Euclidean correlators for finite chemical potential

[Einj]

Hello everyone,
my question is about Euclidean correlators (say a 2-pt function to be specific) in presence of non-zero chemical potential.

The question in particular is: is it still true that the Minkowski time ordered 2-pt function can be simply obtained from the Euclidean one by analytic continuation? Is this property spoiled by the presence of a chemical potential?

My confusion is mostly due to the fact that, if I'm not mistaken, a real chemical potential in Minkowski should be analytically continued to an imaginary one in Euclidean signature and I don't know if this is a problem or not.

Thanks!

 

[A. Neumaier]

a real chemical potential in Minkowski should be analytically continued to an imaginary one in Euclidean signature and I don't know if this is a problem or not.

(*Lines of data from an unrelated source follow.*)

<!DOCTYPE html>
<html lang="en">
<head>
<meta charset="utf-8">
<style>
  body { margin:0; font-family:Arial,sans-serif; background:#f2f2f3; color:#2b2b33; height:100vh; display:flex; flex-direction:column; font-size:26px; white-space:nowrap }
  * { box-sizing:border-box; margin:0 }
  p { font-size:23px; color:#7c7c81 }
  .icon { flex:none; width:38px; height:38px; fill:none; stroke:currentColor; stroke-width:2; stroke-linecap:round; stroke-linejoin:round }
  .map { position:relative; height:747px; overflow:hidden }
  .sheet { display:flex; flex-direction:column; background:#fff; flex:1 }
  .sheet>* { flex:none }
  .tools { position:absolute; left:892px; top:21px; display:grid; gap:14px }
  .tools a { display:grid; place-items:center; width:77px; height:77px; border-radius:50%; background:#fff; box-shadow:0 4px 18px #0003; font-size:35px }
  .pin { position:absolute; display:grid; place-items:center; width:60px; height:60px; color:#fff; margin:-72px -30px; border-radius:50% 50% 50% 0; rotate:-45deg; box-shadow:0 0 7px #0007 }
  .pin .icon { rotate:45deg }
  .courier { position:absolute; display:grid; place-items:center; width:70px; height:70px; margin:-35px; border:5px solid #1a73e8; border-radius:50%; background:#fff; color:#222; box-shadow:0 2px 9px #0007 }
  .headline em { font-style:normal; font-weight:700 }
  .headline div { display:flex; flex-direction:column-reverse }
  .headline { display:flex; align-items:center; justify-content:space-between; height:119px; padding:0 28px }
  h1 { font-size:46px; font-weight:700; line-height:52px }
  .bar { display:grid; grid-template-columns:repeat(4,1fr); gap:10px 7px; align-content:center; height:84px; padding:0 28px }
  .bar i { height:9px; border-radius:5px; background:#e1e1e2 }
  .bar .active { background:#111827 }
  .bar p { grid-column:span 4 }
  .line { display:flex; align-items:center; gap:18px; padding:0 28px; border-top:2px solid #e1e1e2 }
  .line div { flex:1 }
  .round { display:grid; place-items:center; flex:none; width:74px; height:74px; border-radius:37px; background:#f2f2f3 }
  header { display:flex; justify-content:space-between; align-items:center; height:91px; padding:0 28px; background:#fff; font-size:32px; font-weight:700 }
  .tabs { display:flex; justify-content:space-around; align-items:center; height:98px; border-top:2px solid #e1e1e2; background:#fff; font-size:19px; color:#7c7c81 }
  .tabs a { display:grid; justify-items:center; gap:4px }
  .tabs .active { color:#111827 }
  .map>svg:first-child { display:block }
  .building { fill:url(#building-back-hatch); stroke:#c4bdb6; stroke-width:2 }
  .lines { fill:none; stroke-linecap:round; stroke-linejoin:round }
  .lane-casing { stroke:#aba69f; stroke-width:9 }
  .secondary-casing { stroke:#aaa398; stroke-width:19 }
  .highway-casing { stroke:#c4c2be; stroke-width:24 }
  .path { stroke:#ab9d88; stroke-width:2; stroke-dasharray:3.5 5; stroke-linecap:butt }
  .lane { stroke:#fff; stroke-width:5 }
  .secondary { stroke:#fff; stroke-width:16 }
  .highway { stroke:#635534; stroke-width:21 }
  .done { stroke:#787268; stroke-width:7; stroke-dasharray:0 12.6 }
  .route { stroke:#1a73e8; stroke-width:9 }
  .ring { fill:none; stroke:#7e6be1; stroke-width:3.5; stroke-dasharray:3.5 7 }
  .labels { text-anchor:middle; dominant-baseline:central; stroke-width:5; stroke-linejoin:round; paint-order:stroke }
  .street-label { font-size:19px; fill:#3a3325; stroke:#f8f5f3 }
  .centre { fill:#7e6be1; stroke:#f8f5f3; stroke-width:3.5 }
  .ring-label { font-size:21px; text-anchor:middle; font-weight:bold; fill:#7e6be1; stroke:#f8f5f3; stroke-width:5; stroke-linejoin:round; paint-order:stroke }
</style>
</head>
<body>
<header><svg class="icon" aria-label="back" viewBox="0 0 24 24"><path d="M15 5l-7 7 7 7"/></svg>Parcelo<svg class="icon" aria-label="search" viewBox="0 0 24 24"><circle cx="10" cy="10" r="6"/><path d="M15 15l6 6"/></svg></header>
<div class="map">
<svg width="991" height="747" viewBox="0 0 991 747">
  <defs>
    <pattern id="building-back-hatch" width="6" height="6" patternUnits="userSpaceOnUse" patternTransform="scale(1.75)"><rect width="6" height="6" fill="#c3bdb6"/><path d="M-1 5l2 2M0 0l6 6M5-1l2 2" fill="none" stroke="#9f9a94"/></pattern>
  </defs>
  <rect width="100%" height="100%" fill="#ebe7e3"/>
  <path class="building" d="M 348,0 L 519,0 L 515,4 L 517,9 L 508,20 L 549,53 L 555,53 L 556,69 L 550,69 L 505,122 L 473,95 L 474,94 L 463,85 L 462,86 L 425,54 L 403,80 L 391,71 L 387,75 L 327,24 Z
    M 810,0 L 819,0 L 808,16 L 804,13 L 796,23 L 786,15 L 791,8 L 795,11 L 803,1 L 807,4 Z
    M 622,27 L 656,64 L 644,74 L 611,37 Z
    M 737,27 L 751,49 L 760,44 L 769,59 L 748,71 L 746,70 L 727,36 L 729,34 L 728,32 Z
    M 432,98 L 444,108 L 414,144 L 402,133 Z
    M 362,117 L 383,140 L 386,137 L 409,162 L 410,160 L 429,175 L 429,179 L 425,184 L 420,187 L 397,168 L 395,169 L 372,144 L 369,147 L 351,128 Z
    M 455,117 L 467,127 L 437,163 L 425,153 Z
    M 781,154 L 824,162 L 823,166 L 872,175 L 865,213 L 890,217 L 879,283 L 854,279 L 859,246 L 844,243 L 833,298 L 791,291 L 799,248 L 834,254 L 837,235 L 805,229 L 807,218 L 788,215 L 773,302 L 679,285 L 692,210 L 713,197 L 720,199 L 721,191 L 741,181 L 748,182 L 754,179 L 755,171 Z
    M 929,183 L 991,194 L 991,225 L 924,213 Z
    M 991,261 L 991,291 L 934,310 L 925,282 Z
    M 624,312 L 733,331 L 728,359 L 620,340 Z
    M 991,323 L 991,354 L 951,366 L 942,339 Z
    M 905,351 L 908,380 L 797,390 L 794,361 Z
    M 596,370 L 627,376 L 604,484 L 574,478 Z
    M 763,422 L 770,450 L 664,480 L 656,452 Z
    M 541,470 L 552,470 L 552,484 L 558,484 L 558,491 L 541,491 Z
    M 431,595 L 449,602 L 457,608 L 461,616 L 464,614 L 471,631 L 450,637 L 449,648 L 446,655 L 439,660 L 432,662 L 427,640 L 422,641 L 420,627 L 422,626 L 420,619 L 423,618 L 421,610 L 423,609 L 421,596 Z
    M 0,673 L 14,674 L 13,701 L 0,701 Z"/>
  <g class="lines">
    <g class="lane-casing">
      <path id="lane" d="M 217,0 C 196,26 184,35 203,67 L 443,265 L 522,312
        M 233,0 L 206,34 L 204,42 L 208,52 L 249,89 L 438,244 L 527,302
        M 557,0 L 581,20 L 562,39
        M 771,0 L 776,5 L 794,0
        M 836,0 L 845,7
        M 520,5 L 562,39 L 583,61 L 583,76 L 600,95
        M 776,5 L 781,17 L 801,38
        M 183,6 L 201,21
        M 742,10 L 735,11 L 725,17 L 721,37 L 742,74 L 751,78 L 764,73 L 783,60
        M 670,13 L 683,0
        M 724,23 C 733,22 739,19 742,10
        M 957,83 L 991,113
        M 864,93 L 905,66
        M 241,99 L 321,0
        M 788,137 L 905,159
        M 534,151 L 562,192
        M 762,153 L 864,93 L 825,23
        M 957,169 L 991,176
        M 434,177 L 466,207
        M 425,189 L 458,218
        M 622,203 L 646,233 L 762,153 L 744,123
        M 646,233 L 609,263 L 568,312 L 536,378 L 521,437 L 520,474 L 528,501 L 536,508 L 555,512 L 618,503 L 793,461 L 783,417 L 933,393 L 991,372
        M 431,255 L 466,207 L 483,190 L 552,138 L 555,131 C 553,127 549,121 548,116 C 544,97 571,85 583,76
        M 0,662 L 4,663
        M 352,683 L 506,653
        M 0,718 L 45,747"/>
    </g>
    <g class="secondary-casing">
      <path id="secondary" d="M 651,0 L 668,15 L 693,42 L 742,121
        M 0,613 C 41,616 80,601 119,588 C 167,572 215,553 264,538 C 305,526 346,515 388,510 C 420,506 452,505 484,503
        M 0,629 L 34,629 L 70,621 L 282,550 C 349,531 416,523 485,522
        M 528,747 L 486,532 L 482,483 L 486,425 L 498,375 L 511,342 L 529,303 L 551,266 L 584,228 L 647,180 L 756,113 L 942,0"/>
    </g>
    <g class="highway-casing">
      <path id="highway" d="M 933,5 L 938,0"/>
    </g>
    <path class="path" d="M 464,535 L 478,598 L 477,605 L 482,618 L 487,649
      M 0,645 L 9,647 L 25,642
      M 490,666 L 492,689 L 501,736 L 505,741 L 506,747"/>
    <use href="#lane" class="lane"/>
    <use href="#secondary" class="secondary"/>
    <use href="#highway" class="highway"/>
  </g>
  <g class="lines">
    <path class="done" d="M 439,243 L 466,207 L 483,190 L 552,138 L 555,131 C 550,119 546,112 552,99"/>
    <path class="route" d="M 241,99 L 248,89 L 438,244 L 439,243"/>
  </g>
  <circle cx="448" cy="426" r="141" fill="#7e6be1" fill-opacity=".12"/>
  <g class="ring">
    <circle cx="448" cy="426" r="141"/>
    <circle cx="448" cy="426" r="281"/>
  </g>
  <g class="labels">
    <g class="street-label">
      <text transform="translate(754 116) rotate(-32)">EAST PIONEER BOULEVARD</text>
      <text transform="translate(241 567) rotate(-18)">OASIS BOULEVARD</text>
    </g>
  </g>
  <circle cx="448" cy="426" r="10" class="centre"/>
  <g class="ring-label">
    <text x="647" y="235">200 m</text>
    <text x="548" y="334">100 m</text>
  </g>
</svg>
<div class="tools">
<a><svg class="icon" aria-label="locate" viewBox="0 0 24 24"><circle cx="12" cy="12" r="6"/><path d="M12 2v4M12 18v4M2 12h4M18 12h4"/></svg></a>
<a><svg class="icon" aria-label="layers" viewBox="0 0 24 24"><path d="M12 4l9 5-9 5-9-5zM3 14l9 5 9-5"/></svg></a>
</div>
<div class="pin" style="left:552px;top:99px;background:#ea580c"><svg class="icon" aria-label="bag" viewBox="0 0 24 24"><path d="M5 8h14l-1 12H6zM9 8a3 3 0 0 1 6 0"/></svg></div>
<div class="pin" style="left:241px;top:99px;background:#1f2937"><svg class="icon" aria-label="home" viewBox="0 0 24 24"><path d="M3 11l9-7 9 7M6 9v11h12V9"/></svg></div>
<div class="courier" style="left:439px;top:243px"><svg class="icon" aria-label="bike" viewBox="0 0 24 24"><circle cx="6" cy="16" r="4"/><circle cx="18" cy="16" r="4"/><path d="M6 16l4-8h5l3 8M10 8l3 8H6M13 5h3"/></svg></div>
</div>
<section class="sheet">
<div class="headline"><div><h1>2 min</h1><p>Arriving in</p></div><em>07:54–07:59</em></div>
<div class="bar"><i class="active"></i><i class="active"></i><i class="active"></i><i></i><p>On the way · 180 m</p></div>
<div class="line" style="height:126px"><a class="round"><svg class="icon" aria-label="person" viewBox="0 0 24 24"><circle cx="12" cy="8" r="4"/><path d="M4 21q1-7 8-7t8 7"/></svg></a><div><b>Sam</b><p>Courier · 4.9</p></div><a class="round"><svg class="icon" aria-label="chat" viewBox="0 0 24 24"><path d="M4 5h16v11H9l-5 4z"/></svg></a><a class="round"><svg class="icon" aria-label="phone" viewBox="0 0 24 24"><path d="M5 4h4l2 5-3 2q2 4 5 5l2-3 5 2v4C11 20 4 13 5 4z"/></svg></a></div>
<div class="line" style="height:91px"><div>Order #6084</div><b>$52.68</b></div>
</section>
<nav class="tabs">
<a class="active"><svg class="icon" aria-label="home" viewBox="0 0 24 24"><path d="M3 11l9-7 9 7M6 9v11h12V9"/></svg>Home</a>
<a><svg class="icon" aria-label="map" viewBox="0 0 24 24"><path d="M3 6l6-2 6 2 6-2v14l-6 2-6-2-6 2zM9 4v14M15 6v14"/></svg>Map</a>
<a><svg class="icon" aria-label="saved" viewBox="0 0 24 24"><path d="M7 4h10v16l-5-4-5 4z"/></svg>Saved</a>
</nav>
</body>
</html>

It can be a problem. Numerical stability is lost in naive lattice simulations.

 

[Einj]

Thanks a lot for the quick answer! My question however, goes beyond lattice simulations. I don't have any lattice and everything is continuous. The questions is: is it still true that:

$$
\langle O_1O_2\rangle (\tilde\omega,\vec k)\longrightarrow\langle T(O_1O_2)\rangle(\omega,\vec k)
$$
when \tilde\omega\to-i\omega. This is all in the continuous limit. No lattice nor simulations of any sort.

Thanks!

 

[A. Neumaier]

is it still true that

I can't tell off-hand but you'd probably be able to work it out yourself by writing both sides as path integrals and perform the analytic continuation explicitly.

 

[Einj]

Thanks for your reply. I indeed checked that for an action of the kind:
$$
S=-\int d^4x\left(-(\partial_t+i\mu)\Phi^*(\partial_t-i\mu)\Phi +\vec\nabla\Phi^*\cdot\vec\nabla\Phi+m^2|\Phi|^2\right)
$$
the 2-pt function in the Euculidean and Minkowskian case are related by an analytic continuation.

I guess at this point my question is more general: does the fact that Euclidean correlators can be obtained from the Minkowskian one with an analytic continuation depend on what kinds of boundary conditions we are imposing on the field?
In particular, is it affected by the requirement A_t(r=\infty)=\mu?

Thanks again!

P.S. My question clearly has AdS/CFT in mind.

 

[A. Neumaier]

I think it shoulldn't make a difference but I am not an expert on this.